Formerly, evangelical orthodoxy was prone to dwell on the fulfilment of
prophecy in the "restoration of the Jews," Such interpretation of the
prophets is less in vogue now. The dominant mode is to insist on a
Christianity that disowns its origin, that is not a substantial growth
having a genealogy, but is a vaporous reflex of modern notions. The
Christ of Matthew had the heart of a Jew--"Go ye first to the lost
sheep of the house of Israel." The Apostle of the Gentiles had the heart
of a Jew: "For I could wish that myself were accursed from Christ for my
brethren, my kinsmen according to the flesh: who are Israelites; to whom
pertaineth the adoption, and the glory, and the covenants, and the
giving of the law, and the service of God, and the promises; whose are
the fathers, and of whom as concerning the flesh Christ came." Modern
apostles, extolling Christianity, are found using a different tone: they
prefer the mediaeval cry translated into modern phrase.

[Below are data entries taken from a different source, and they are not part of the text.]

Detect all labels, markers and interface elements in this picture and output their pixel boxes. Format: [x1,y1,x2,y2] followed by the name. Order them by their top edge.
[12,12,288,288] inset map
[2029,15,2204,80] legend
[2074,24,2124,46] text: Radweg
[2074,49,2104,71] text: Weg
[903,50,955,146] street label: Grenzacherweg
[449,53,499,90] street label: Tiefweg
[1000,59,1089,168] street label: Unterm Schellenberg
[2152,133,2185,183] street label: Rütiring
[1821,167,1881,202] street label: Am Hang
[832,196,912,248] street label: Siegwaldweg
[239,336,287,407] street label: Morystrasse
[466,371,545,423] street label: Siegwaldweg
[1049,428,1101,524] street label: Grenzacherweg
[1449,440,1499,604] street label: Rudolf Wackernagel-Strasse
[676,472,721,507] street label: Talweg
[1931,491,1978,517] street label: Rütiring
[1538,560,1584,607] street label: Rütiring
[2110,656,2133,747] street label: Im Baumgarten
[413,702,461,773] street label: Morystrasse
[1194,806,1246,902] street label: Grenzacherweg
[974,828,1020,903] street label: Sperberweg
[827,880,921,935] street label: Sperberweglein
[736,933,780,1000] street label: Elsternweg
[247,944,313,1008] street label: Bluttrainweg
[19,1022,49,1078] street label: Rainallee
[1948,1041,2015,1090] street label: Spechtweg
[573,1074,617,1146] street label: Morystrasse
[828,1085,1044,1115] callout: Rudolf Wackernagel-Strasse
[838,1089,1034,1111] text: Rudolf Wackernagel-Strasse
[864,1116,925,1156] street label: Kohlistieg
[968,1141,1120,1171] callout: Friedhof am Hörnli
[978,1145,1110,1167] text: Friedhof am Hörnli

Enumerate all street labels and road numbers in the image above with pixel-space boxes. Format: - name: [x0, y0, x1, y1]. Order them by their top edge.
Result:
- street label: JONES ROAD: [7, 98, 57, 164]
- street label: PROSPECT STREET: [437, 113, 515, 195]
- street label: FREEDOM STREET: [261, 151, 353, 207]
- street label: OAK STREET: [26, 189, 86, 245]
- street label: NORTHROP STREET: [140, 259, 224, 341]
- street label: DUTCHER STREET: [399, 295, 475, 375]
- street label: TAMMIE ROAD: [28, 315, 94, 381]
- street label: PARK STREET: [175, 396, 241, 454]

But the
mediaeval cry too was in substance very ancient--more ancient than the
days of Augustus. Pagans in successive ages said, "These people are
unlike us, and refuse to be made like us: let us punish them." The Jews
were steadfast in their separateness, and through that separateness
Christianity was born. A modern book on Liberty has maintained that from
the freedom of individual men to persist in idiosyncrasies the world may
be enriched. Why should we not apply this argument to the idiosyncrasy
of a nation, and pause in our haste to hoot it down? There is still a
great function for the steadfastness of the Jew: not that he should
shut out the utmost illumination which knowledge can throw on his
national history, but that he should cherish the store of inheritance
which that history has left him. Every Jew should be conscious that he
is one of a multitude possessing common objects of piety in the immortal
achievements and immortal sorrows of ancestors who have transmitted to
them a physical and mental type strong enough, eminent enough in
faculties, pregnant enough with peculiar promise, to constitute a new
beneficent individuality among the nations, and, by confuting the
traditions of scorn, nobly avenge the wrongs done to their Fathers.

There is a sense in which the worthy child of a nation that has brought
forth illustrious prophets, high and unique among the poets of the
world, is bound by their visions.

Is bound?

Yes, for the effective bond of human action is feeling, and the worthy
child of a people owning the triple name of Hebrew, Israelite, and Jew,
feels his kinship with the glories and the sorrows, the degradation and
the possible renovation of his national family.

Will any one teach the nullification of this feeling and call his
doctrine a philosophy? He will teach a blinding superstition--the
superstition that a theory of human wellbeing can be constructed in
disregard of the influences which have made us human.